# [What you will do]
Each line of the data below that carries the word "solid" needs to be copied.

# [Supplied data]
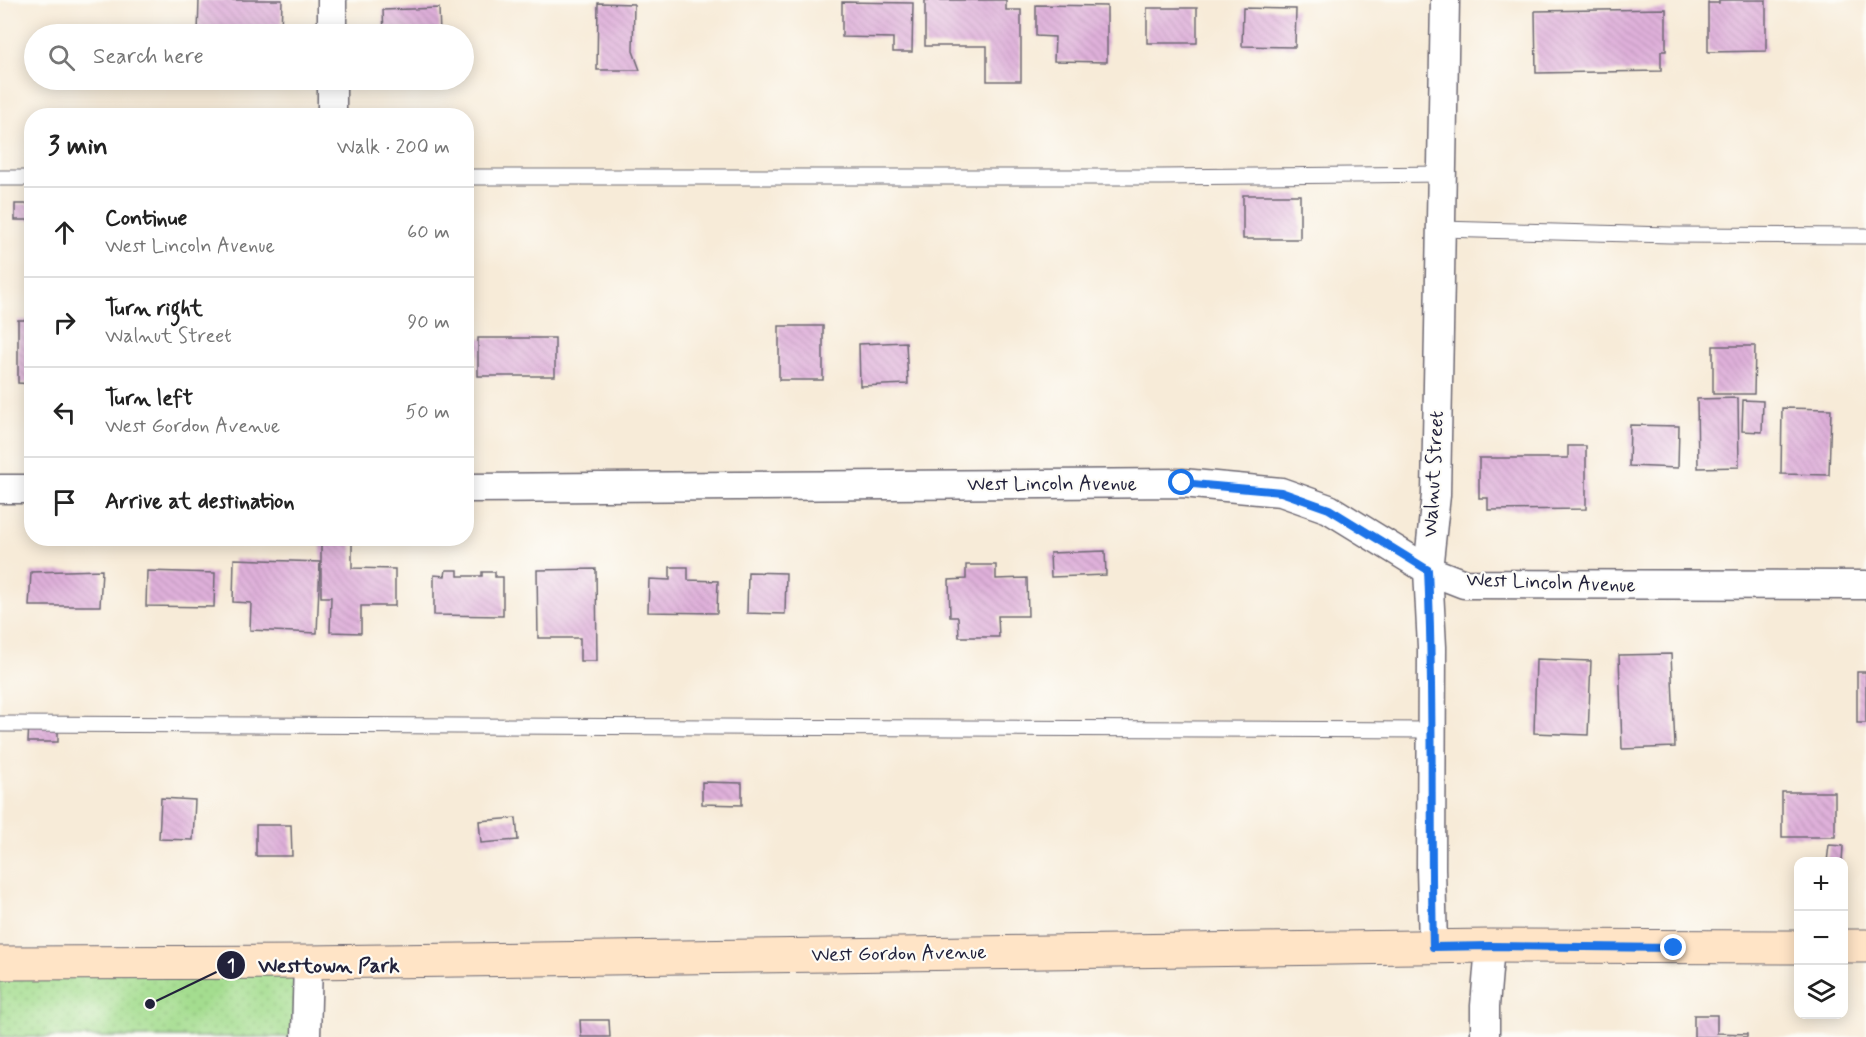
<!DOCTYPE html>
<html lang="en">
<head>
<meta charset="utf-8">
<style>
	body { margin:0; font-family:Mynerve,sans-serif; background:#f2f2f2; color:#222 }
	.controls { position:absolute; right:18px; bottom:18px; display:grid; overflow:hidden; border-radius:12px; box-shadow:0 3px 15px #0003 }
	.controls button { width:54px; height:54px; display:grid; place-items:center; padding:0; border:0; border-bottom:2px solid #e0e0e0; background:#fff; color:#222; font:30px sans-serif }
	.stop { position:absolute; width:18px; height:18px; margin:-14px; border:4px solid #1a73e8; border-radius:50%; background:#fff }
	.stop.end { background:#1a73e8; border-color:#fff; box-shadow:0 2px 6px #0008 }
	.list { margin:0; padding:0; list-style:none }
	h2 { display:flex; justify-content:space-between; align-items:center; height:78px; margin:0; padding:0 24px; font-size:26px }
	h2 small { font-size:20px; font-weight:400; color:#767676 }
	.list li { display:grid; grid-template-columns:39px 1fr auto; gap:18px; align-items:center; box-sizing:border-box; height:90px; padding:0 24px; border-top:2px solid #e0e0e0 }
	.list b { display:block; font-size:22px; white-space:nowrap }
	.list p { margin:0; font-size:20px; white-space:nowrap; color:#767676 }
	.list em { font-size:20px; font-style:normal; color:#767676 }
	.icon { flex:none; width:33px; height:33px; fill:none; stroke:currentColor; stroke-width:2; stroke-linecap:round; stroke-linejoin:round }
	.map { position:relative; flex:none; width:1866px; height:1037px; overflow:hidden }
	.search { position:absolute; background:#fff; box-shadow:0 3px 15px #0003; left:24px; top:24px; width:450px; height:66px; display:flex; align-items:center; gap:15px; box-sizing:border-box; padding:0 21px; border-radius:33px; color:#767676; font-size:22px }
	.panel { position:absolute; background:#fff; box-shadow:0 3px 15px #0003; left:24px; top:108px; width:450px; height:438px; border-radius:24px }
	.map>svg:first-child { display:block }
</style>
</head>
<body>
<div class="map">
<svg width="1866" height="1037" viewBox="0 0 1866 1037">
	<defs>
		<pattern id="park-dots" width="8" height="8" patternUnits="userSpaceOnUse" patternTransform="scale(1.5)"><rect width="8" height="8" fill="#a4dd8f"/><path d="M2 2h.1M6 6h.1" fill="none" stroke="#8dbd7c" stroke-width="1.8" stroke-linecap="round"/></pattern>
		<pattern id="building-back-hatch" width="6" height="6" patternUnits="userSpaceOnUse" patternTransform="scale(1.5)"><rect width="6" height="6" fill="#dfb0da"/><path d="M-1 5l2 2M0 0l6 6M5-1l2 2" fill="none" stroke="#bf97bc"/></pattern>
	</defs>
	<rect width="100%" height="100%" fill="#fdfcf7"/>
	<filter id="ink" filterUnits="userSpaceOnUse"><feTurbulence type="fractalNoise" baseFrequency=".0167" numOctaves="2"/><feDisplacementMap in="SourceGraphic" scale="12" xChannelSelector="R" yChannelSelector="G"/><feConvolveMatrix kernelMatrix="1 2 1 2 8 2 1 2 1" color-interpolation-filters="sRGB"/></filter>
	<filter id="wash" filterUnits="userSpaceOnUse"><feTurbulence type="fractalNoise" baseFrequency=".008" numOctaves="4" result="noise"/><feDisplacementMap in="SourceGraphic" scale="24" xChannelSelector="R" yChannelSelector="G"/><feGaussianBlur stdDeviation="1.35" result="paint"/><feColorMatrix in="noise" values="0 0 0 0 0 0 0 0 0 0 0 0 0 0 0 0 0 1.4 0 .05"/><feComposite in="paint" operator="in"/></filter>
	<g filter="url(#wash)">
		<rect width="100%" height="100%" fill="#f7ebd8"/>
		<path fill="url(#park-dots)" stroke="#638065" stroke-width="1.5" d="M300,969L299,1037H0V972Z"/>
		<g id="blocks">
			<g fill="url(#building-back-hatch)">
				<path d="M199,0H282L281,34H198Z"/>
				<path d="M925,0H1006V10H1021V81H987V46H925Z"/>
				<path d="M1719,0H1766V51L1708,52V3H1719Z"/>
				<path d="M842,2L913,3L912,52H893V38L842,37Z"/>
				<path d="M598,3L634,4L633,51L640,70H597Z"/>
				<path d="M1036,5L1107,6V62L1054,61L1055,37L1036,36Z"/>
				<path d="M439,8L440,34H384L383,10Z"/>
				<rect x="1147" y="8" width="50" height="35"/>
				<path d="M1243,8L1296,9L1295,47L1242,46Z"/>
				<path d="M1666,9V51H1661V71L1536,73L1535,11Z"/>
				<rect x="1243" y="195" width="57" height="44"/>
				<rect x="15" y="204" width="17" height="16"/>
				<path d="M18,320H32V384L18,383Z"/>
				<rect x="779" y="326" width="44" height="54"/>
				<rect x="478" y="338" width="77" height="38"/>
				<path d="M906,342L908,384L860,386L859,344Z"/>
				<path d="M1713,346H1755L1754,394H1713Z"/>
				<path d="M1738,398L1739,467L1698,468L1697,399Z"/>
				<path d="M1743,400L1763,401L1762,432L1742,431Z"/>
				<path d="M1782,408L1831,409L1829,475L1781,474Z"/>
				<path d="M1630,425L1679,426L1678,468L1629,466Z"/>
				<path d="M1568,446H1586V509L1488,510V498H1479V458H1568Z"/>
				<path d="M321,538H352V568L395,569V606H361V633L330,632L331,597H321Z"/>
				<path d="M1105,551L1106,575L1051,577L1050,553Z"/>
				<path d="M234,559L320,562L317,633L250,630L251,603L233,602Z"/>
				<path d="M966,565H996V579L1027,578L1028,616H998L999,637H959L958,617H950L949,580L966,579Z"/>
				<path d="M670,567H688V580L718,581L717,613L648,612L649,579L670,580Z"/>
				<path d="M596,569L597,661H580V638H538L537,570Z"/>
				<path d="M102,570L100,606H29L31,572Z"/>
				<path d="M446,570H458V576H482V572H495V577H503V616L434,615V575L445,576Z"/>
				<path d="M147,571L215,573L214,607L146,606Z"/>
				<path d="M748,572L786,573L785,614L747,613Z"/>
				<path d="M1671,654L1675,747L1622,749L1619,655Z"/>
				<path d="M1536,659L1591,661L1588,735L1534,733Z"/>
				<rect x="1857" y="672" width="9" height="51"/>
				<path d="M29,723H58V742H28Z"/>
				<path d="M702,782L742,783V805L702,804Z"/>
				<rect x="1782" y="792" width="53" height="45"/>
				<path d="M161,798L195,800L193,840L159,839Z"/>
				<path d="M516,818L518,840L481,843L479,821Z"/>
				<path d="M256,825H291L292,856H256Z"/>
				<path d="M1829,845L1843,846L1842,862H1827Z"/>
				<path d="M1694,1015H1717V1033L1747,1034V1037H1694Z"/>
				<path d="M580,1020H609L610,1037H581Z"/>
			</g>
		</g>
	</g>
	<g filter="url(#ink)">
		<use href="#blocks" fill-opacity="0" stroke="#6d6872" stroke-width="1.5"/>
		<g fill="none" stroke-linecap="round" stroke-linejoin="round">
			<defs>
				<g id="lane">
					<path d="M466,177H1162L1442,174"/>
					<path d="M0,178H32"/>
					<path d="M1441,229L1670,235L1866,236"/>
					<path d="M0,724L1431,730"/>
				</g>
				<g id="street">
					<path d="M332,0V34"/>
					<path d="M332,80V116"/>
					<path d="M466,488L1182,483L1281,492L1329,509L1428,570L1464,584L1866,585"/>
					<path d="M0,489H32"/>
					<path d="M1433,947L1431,868L1432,647L1428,570L1436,495L1445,0"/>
					<path d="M306,1037L308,962"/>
					<path d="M1485,1037V1006L1490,946"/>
				</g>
				<g id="secondary">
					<path d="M1844,946H1866"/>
					<path d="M0,963L308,962L1490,946L1798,947"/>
				</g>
			</defs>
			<use href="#lane" stroke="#6d6872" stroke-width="17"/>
			<use href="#street" stroke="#6d6872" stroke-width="31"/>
			<use href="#secondary" stroke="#6d6872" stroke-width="35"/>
			<use href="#lane" stroke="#fff" stroke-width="15"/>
			<use href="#street" stroke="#fff" stroke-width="28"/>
			<use href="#secondary" stroke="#ffe4c6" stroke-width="33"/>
		</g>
	</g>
	<g fill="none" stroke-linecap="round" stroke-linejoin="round" filter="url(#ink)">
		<path stroke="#1a73e8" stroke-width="8" d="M1182,483L1281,492L1329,509L1428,570C1434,696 1430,821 1433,947L1490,946L1674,948"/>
	</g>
	<g text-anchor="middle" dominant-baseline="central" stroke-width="4.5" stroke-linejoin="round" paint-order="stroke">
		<g font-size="20" fill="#22223b" stroke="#fdfcf7">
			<text transform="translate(1434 474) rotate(-87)">Walnut Street</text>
			<text x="1052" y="484">West Lincoln Avenue</text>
			<text transform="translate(1551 583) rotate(2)">West Lincoln Avenue</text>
			<text transform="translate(899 954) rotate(-1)">West Gordon Avenue</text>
		</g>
	</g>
	<path fill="none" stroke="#22223b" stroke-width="2" d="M150 1004L231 965"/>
	<g fill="#22223b" stroke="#fdfcf7" stroke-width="2">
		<circle cx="150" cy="1004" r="6"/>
		<circle cx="231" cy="965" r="15"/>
	</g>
	<g font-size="18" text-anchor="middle" font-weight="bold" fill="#fff">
		<text x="231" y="971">1</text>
	</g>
	<g font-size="21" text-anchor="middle" font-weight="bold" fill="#22223b" stroke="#fdfcf7" stroke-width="4.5" stroke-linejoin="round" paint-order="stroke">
		<text x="329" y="972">Westtown Park</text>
	</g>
</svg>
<div class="controls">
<button>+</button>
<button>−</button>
<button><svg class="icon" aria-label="layers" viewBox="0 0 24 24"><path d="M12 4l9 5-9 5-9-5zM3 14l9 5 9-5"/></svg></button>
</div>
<div class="stop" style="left:1182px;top:483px"></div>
<div class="stop end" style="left:1674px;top:948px"></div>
<div class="search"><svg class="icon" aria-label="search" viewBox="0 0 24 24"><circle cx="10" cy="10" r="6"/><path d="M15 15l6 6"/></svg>Search here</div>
<section class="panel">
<h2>3 min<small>Walk · 200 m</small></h2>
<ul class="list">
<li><svg class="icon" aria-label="ahead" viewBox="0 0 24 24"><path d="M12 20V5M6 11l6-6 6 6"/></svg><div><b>Continue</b><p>West Lincoln Avenue</p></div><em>60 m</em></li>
<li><svg class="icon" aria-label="right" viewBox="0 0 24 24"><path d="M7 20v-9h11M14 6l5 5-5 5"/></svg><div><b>Turn right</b><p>Walnut Street</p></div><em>90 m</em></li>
<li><svg class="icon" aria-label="left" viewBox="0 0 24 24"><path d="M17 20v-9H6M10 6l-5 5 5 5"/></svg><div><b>Turn left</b><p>West Gordon Avenue</p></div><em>50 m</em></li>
<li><svg class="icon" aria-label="arrive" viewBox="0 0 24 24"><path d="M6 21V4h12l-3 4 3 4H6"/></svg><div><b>Arrive at destination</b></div></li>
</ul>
</section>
</div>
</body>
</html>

# [Reply]
	.controls button { width:54px; height:54px; display:grid; place-items:center; padding:0; border:0; border-bottom:2px solid #e0e0e0; background:#fff; color:#222; font:30px sans-serif }
	.stop { position:absolute; width:18px; height:18px; margin:-14px; border:4px solid #1a73e8; border-radius:50%; background:#fff }
	.list li { display:grid; grid-template-columns:39px 1fr auto; gap:18px; align-items:center; box-sizing:border-box; height:90px; padding:0 24px; border-top:2px solid #e0e0e0 }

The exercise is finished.